### Exercise requirements
Please state how many lines of the data below contain the word "stream", offering nothing besides the number.

### Supplied material
════

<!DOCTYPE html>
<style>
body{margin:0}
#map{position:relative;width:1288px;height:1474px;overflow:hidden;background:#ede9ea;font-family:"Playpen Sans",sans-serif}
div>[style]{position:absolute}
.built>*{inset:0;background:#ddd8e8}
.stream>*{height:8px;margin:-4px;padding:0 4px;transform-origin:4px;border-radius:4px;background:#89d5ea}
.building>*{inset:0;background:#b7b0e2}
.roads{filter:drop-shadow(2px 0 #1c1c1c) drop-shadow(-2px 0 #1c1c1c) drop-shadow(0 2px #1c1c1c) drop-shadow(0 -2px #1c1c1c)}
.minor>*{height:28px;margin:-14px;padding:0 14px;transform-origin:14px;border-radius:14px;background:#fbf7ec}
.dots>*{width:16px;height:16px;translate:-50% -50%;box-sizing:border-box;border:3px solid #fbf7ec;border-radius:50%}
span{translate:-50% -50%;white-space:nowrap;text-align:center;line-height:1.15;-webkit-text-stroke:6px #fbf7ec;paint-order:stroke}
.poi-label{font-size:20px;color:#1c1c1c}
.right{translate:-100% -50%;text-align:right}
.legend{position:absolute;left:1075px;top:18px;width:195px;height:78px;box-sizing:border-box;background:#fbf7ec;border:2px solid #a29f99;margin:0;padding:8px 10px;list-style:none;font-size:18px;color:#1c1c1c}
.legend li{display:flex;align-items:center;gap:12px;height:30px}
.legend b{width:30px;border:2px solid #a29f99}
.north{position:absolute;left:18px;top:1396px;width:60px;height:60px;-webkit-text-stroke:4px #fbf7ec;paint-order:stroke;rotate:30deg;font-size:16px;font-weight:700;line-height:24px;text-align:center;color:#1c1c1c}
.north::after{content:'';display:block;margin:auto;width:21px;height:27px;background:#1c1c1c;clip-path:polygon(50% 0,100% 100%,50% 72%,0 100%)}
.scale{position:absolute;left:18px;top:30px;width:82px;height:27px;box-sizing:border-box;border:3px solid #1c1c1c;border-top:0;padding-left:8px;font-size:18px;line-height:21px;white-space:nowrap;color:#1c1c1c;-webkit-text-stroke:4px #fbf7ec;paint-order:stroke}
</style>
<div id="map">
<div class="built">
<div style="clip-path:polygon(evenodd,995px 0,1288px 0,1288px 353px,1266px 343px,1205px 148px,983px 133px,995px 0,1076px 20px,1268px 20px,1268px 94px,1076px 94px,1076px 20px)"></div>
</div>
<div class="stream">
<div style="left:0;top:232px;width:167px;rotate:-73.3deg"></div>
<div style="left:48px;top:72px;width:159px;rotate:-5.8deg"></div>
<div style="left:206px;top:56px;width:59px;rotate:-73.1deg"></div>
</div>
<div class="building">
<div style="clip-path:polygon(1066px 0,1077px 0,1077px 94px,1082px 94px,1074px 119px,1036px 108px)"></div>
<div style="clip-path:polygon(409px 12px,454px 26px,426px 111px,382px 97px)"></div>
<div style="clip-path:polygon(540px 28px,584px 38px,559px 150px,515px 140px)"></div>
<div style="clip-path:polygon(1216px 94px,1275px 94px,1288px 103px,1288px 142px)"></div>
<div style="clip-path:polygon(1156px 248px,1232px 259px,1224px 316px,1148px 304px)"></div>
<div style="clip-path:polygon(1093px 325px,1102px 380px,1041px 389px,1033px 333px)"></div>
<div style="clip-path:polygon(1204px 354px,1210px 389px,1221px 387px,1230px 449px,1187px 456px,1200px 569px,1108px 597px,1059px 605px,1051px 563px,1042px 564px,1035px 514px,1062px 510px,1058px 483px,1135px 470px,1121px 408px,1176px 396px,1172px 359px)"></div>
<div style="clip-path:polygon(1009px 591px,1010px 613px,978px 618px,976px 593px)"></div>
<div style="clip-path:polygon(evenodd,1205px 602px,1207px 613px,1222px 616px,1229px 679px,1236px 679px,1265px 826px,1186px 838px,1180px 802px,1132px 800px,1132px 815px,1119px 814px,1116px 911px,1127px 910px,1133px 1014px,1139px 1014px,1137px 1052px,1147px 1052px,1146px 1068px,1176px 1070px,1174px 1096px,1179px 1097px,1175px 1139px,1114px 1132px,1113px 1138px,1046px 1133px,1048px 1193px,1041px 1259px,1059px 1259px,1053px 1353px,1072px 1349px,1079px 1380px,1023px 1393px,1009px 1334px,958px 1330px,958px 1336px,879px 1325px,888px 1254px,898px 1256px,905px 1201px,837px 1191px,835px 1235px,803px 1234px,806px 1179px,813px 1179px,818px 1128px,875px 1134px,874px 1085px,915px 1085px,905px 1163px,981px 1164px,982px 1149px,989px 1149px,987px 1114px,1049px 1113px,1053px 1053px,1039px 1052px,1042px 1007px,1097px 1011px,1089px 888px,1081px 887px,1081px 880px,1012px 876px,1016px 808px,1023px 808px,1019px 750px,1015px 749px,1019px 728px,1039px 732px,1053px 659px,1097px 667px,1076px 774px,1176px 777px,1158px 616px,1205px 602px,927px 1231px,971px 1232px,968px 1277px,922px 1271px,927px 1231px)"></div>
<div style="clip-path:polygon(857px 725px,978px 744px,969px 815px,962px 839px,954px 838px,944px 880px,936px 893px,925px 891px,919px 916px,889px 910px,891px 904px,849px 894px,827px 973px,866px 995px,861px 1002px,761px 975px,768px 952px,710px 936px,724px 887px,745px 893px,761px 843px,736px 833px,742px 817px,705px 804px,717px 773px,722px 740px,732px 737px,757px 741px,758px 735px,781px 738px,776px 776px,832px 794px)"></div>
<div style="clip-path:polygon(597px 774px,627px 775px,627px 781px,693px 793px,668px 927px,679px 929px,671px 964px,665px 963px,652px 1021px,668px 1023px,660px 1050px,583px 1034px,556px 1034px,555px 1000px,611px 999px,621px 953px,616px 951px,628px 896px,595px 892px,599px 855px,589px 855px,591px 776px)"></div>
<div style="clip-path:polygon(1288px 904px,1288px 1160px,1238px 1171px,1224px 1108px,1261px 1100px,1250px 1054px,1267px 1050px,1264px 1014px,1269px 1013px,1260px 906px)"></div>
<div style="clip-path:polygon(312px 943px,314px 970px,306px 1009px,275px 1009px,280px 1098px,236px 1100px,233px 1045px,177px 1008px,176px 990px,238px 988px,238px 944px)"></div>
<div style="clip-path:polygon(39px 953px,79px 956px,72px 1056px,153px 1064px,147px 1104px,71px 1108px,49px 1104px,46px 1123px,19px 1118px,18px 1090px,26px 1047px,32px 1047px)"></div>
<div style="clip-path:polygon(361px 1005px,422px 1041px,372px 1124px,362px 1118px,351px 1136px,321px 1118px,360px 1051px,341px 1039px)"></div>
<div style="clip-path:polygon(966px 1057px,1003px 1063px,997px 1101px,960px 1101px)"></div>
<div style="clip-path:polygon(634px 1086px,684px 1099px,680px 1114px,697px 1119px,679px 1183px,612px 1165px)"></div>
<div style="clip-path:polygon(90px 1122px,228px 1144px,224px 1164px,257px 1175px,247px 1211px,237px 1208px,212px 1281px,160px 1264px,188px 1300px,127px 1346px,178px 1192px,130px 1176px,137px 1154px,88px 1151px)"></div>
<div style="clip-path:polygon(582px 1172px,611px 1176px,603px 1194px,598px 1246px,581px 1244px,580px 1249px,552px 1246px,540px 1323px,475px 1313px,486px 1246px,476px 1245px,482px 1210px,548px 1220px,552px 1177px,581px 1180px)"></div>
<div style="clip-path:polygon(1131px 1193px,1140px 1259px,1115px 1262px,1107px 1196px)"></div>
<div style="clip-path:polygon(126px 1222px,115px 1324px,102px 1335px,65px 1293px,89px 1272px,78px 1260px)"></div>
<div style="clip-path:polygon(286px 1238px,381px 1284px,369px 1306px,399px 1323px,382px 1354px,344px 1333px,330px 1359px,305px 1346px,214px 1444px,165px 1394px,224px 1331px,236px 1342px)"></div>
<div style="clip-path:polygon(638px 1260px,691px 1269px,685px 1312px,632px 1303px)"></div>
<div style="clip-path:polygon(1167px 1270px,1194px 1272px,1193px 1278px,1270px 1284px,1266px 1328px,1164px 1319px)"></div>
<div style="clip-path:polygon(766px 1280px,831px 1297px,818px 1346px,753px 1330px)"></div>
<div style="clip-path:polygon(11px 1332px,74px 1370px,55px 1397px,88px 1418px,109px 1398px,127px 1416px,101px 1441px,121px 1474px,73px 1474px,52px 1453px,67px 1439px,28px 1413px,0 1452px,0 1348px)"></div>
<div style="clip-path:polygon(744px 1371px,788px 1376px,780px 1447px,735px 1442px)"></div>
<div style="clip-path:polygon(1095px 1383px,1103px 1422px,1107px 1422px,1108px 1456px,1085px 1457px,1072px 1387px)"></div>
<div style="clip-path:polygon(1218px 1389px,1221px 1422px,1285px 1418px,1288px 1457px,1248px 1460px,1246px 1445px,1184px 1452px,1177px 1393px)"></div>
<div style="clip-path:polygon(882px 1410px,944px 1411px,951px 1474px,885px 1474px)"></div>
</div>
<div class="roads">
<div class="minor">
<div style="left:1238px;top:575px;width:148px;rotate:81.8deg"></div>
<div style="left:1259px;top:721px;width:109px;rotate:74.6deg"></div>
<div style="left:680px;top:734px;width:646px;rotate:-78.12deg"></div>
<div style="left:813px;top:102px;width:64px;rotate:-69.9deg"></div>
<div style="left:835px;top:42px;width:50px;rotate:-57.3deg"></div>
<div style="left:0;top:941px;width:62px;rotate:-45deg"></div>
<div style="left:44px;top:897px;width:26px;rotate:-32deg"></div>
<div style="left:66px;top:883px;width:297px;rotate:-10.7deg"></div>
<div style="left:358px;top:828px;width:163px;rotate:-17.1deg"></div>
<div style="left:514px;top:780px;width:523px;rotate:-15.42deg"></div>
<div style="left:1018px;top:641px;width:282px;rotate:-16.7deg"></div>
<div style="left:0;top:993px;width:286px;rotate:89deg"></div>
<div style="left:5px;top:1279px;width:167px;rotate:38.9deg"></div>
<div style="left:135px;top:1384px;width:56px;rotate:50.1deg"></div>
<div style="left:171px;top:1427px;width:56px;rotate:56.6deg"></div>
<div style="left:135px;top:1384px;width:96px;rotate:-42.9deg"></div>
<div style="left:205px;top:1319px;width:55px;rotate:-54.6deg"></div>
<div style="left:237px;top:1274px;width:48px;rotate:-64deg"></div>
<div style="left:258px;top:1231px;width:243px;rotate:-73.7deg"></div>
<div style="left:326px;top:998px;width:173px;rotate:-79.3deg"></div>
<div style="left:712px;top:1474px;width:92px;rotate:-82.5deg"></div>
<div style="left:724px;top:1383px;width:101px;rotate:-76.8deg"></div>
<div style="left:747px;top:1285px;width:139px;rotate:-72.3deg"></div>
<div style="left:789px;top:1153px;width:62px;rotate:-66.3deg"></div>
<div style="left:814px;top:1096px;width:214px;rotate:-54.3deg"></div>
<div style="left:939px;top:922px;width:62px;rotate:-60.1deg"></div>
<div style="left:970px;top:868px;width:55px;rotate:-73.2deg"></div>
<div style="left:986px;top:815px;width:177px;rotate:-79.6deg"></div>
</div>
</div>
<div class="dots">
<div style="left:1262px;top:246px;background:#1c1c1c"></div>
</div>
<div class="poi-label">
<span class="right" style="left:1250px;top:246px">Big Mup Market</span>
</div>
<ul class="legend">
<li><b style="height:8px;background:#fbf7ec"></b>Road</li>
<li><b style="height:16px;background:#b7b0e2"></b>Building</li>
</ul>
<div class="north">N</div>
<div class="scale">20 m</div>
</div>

════

### Response
2